From the listing below, return each line that includes "body".
=== Begin Enclosure ===
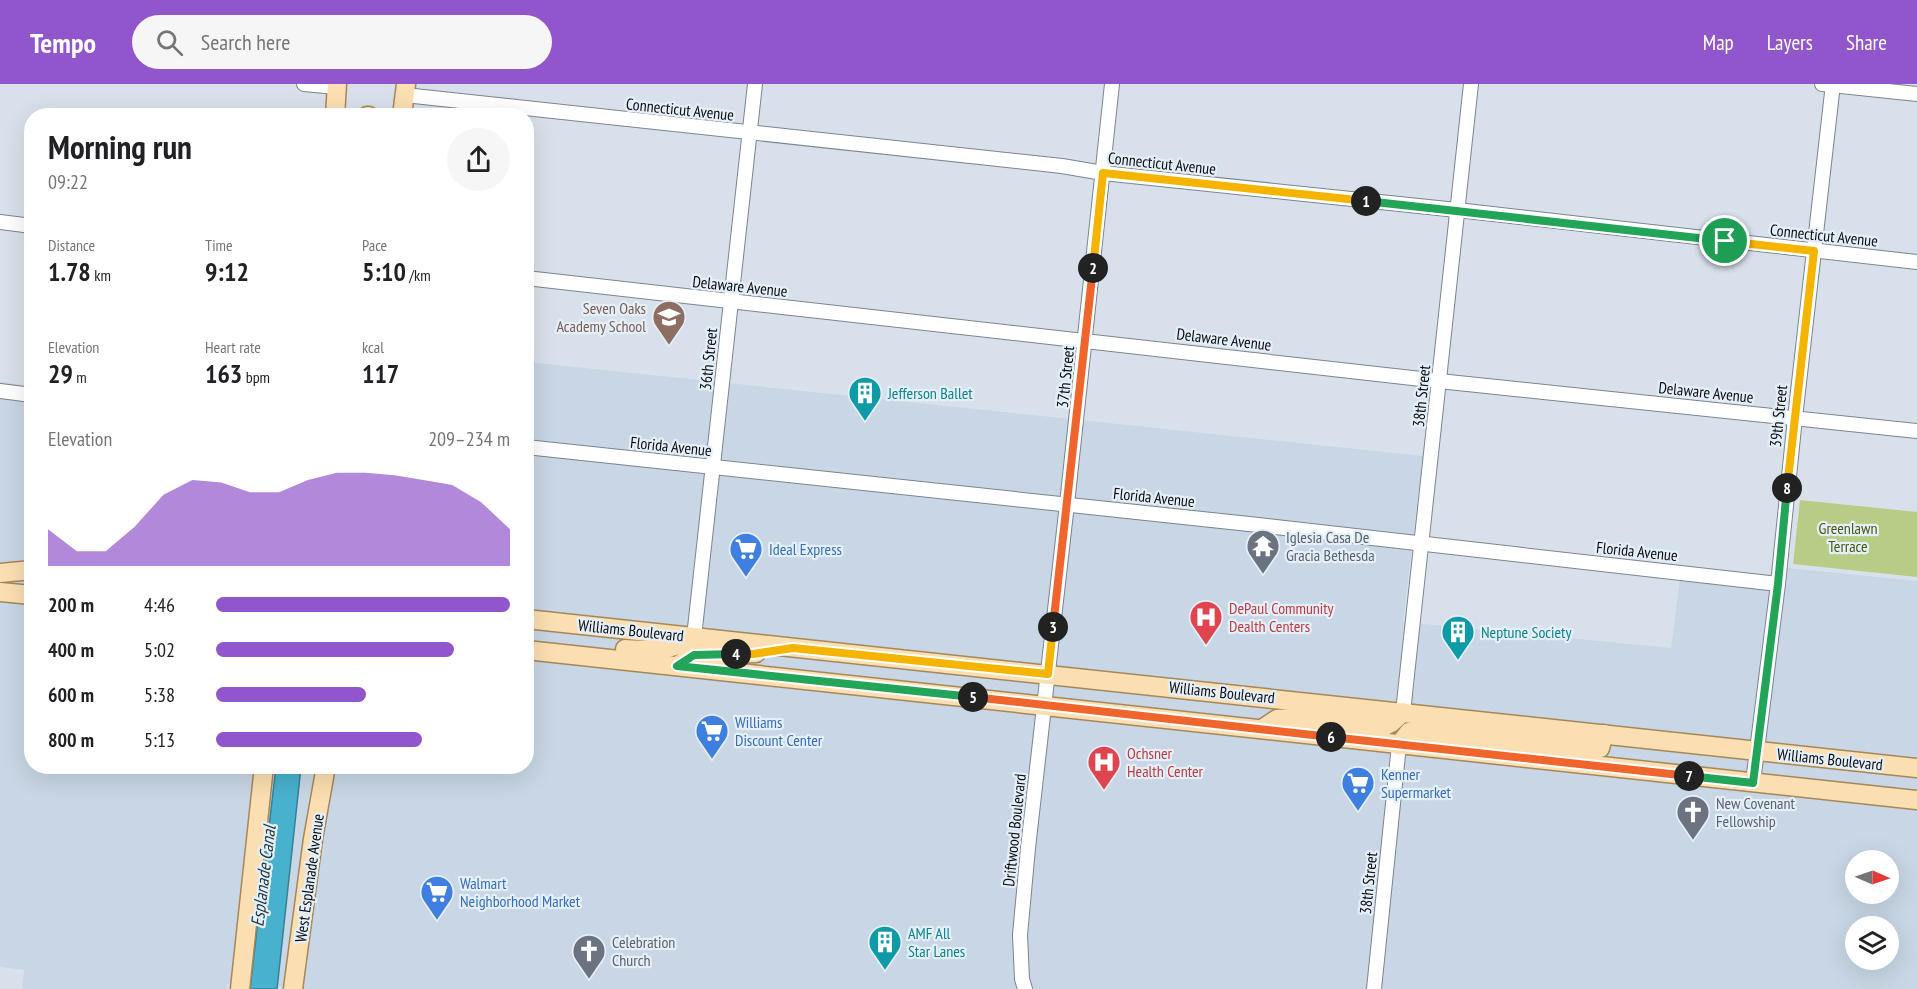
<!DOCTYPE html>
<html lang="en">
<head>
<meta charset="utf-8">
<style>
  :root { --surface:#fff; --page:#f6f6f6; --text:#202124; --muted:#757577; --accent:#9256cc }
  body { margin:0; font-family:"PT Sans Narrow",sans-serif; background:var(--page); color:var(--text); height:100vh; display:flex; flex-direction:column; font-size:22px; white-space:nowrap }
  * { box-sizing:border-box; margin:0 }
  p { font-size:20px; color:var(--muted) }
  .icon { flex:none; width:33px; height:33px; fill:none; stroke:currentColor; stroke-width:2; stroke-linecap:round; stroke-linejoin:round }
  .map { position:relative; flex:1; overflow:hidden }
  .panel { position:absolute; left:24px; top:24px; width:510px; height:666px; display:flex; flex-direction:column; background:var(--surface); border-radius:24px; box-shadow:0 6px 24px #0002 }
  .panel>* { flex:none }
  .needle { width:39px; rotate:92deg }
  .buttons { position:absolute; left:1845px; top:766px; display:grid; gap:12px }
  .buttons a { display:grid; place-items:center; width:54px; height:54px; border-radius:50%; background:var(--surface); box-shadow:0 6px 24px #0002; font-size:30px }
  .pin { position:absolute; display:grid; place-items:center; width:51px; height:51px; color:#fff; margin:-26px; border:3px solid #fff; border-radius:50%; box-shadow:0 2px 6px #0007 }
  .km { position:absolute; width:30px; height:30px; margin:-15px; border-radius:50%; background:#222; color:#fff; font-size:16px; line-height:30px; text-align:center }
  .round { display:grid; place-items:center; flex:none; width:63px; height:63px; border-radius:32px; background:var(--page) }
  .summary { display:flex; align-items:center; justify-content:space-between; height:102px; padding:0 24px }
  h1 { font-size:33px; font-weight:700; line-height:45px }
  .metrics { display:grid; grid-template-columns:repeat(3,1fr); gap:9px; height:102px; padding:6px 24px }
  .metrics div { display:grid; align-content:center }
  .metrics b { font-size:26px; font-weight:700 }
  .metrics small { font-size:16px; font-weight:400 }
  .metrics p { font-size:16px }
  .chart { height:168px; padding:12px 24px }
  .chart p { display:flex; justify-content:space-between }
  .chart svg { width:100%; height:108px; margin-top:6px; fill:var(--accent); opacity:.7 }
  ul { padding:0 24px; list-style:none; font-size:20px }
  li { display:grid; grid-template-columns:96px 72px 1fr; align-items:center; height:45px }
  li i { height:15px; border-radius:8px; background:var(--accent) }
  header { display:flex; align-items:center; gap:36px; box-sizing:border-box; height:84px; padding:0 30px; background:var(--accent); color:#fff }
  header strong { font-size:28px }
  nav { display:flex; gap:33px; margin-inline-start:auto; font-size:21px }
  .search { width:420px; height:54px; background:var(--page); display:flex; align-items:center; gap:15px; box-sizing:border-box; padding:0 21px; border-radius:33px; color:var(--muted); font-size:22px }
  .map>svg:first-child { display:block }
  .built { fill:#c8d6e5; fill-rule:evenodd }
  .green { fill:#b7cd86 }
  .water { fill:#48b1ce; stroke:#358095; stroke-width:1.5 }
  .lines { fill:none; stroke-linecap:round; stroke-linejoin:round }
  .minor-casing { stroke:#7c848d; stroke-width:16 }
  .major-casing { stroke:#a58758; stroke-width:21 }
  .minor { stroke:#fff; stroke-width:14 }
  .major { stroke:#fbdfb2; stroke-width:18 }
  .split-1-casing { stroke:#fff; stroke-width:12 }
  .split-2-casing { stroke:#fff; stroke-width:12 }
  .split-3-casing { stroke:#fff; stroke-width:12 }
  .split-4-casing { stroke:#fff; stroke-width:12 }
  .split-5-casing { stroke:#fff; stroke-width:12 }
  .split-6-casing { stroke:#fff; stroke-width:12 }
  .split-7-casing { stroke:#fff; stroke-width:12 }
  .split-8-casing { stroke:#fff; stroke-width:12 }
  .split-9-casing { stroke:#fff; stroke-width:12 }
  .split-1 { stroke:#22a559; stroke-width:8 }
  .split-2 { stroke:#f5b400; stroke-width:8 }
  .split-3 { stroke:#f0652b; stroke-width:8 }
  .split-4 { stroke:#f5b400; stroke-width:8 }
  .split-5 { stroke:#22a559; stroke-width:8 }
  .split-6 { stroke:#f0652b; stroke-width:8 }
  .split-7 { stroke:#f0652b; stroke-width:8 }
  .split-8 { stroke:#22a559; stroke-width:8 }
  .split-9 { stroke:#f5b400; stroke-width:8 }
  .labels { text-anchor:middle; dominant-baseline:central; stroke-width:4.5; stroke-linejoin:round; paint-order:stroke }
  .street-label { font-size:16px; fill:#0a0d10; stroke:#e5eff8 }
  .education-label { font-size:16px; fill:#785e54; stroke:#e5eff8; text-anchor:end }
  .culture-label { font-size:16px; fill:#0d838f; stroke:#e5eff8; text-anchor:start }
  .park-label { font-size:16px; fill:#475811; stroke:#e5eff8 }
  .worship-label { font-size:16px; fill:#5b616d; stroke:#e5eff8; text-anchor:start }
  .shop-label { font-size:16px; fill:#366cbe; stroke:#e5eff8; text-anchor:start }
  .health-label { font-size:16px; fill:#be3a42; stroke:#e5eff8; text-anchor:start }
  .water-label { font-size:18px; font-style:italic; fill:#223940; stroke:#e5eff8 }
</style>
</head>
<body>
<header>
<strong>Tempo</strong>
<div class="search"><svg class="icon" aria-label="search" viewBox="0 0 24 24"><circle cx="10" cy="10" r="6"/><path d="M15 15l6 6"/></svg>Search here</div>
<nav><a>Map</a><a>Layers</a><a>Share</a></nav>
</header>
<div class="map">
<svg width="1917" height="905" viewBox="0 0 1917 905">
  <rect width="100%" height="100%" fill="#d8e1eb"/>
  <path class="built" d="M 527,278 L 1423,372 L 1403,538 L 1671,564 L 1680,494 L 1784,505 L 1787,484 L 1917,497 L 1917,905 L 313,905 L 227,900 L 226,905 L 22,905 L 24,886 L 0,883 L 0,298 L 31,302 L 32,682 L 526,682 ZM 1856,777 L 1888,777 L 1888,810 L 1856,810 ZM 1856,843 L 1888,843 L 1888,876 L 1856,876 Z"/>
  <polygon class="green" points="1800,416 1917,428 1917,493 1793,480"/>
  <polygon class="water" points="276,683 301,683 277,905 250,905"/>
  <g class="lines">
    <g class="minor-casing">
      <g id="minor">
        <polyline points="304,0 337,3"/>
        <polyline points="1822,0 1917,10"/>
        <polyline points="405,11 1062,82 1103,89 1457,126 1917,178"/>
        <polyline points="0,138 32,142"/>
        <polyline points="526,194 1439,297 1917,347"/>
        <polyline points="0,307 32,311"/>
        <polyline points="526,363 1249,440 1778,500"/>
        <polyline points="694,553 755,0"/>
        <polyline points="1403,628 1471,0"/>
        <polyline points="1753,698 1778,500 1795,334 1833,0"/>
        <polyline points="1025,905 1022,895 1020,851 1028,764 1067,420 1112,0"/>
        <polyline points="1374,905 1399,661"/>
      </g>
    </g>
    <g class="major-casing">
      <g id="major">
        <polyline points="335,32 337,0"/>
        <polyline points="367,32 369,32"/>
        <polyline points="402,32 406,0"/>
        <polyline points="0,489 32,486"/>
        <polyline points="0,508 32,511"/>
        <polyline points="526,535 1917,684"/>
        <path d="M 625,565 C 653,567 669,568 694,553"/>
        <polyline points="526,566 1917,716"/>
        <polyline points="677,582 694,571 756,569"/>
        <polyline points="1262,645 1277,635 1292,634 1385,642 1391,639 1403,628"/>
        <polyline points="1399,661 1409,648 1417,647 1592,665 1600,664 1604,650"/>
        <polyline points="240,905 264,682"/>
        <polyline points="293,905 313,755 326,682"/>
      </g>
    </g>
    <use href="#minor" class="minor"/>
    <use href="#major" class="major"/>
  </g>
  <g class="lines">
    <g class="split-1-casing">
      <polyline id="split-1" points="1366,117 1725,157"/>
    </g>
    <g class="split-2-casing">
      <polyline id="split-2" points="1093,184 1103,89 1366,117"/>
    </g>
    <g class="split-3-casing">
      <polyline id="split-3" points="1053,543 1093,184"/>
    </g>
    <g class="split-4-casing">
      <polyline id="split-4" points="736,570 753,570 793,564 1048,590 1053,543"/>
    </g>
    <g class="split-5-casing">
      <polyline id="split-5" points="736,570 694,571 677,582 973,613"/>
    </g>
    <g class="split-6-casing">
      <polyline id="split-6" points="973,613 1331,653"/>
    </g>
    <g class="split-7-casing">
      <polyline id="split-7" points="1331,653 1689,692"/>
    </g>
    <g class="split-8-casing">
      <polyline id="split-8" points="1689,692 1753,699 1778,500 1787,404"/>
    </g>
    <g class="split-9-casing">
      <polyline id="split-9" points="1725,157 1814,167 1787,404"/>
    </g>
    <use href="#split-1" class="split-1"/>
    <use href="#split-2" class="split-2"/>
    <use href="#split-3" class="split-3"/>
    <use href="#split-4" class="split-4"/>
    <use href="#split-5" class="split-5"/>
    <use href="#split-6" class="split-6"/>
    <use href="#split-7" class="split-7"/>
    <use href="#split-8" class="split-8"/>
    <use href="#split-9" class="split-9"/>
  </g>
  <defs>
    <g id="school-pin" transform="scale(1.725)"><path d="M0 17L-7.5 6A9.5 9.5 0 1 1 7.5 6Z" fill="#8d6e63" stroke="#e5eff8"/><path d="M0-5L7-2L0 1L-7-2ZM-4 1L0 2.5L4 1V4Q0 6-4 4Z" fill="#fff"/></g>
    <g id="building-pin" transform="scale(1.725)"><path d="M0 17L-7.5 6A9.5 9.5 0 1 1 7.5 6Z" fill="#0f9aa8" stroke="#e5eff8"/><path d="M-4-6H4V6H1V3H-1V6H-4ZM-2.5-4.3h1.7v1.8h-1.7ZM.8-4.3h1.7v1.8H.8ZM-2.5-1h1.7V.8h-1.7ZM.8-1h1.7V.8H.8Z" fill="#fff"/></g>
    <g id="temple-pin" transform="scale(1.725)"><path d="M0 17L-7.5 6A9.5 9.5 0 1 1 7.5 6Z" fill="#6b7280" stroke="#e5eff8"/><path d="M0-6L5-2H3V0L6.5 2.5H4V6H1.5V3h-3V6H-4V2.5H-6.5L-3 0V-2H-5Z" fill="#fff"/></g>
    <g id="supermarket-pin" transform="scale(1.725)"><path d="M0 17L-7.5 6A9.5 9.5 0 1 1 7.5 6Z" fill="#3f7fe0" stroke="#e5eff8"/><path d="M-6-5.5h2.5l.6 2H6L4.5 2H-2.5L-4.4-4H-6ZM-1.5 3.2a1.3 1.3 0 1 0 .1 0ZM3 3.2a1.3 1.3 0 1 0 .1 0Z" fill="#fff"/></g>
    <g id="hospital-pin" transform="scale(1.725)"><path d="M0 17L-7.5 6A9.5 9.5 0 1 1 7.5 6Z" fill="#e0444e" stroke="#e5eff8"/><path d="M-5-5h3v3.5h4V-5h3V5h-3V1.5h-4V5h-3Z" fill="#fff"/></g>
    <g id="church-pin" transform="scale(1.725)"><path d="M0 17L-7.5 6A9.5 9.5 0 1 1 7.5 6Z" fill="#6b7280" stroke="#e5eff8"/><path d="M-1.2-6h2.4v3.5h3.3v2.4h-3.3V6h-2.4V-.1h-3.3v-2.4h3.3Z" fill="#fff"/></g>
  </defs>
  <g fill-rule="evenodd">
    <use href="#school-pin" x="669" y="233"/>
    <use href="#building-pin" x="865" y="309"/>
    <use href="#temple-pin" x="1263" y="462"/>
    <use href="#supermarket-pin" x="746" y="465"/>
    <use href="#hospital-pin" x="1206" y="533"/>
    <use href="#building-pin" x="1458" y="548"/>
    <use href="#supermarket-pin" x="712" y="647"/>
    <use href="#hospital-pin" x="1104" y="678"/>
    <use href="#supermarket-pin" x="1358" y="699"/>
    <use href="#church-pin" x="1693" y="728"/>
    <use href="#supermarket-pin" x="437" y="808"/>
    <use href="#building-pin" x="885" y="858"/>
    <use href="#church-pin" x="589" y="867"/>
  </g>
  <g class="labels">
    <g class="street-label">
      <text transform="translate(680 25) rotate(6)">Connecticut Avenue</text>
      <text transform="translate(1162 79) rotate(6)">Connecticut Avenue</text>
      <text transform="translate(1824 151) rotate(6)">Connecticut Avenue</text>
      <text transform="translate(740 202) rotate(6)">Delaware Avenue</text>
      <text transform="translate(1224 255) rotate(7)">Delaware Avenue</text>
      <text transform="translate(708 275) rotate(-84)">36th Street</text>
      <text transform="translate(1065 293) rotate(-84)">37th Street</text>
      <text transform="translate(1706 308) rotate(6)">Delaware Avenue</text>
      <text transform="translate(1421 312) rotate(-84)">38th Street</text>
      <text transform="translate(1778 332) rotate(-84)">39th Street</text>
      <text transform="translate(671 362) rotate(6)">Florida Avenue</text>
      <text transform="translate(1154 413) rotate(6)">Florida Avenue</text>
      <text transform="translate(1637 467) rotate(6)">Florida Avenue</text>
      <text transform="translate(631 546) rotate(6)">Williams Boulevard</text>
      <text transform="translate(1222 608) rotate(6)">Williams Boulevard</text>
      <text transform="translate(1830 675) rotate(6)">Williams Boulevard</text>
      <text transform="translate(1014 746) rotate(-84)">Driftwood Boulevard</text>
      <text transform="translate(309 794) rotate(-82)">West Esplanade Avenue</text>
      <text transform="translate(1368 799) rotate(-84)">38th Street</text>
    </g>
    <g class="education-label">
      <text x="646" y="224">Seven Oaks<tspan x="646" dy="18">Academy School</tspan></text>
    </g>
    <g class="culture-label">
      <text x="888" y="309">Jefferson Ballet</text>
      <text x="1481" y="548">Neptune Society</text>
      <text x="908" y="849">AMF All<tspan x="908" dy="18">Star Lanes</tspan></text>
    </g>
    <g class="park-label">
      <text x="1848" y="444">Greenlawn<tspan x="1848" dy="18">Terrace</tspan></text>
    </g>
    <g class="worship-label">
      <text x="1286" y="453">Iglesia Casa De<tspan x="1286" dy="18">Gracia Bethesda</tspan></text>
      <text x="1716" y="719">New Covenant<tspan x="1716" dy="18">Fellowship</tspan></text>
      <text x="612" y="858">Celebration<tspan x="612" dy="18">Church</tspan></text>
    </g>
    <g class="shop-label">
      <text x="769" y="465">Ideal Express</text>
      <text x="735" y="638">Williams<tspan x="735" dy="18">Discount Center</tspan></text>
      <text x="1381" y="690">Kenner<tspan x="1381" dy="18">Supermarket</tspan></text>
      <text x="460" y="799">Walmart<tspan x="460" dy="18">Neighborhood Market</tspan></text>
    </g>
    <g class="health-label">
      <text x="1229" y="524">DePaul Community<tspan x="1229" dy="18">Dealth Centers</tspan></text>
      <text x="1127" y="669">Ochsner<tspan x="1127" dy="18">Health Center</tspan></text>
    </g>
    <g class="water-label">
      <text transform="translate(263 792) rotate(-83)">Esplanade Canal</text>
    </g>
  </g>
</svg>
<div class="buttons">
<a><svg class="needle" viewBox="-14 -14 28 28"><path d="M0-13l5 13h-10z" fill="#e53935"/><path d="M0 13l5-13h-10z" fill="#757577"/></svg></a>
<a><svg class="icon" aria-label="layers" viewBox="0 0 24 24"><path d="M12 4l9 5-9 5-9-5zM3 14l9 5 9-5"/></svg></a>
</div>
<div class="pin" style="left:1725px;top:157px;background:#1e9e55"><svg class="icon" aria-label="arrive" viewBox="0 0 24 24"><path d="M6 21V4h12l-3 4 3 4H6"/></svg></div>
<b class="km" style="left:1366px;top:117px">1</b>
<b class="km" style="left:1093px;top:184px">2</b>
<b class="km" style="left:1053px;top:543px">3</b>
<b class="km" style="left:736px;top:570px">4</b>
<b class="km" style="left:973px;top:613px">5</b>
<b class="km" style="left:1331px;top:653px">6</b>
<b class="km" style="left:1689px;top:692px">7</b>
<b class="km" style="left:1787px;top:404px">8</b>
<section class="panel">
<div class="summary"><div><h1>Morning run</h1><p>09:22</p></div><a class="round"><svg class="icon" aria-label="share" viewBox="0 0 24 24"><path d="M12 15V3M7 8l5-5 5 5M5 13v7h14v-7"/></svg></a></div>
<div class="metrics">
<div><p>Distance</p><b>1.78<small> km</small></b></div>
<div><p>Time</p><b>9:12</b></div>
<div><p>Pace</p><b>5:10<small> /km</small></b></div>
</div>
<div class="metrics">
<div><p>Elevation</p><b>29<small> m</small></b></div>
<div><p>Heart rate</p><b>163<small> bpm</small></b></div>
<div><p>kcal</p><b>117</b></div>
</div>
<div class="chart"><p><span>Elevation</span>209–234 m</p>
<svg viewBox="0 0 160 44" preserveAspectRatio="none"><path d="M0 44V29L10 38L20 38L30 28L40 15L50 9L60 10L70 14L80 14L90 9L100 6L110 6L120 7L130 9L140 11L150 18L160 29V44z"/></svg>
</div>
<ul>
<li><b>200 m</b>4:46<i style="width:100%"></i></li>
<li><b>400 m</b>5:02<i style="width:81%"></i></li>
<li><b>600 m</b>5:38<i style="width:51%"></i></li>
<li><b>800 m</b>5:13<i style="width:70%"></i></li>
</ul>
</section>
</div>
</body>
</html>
=== End Enclosure ===
■ REPLY TO THE EXERCISE:
  body { margin:0; font-family:"PT Sans Narrow",sans-serif; background:var(--page); color:var(--text); height:100vh; display:flex; flex-direction:column; font-size:22px; white-space:nowrap }
<body>
</body>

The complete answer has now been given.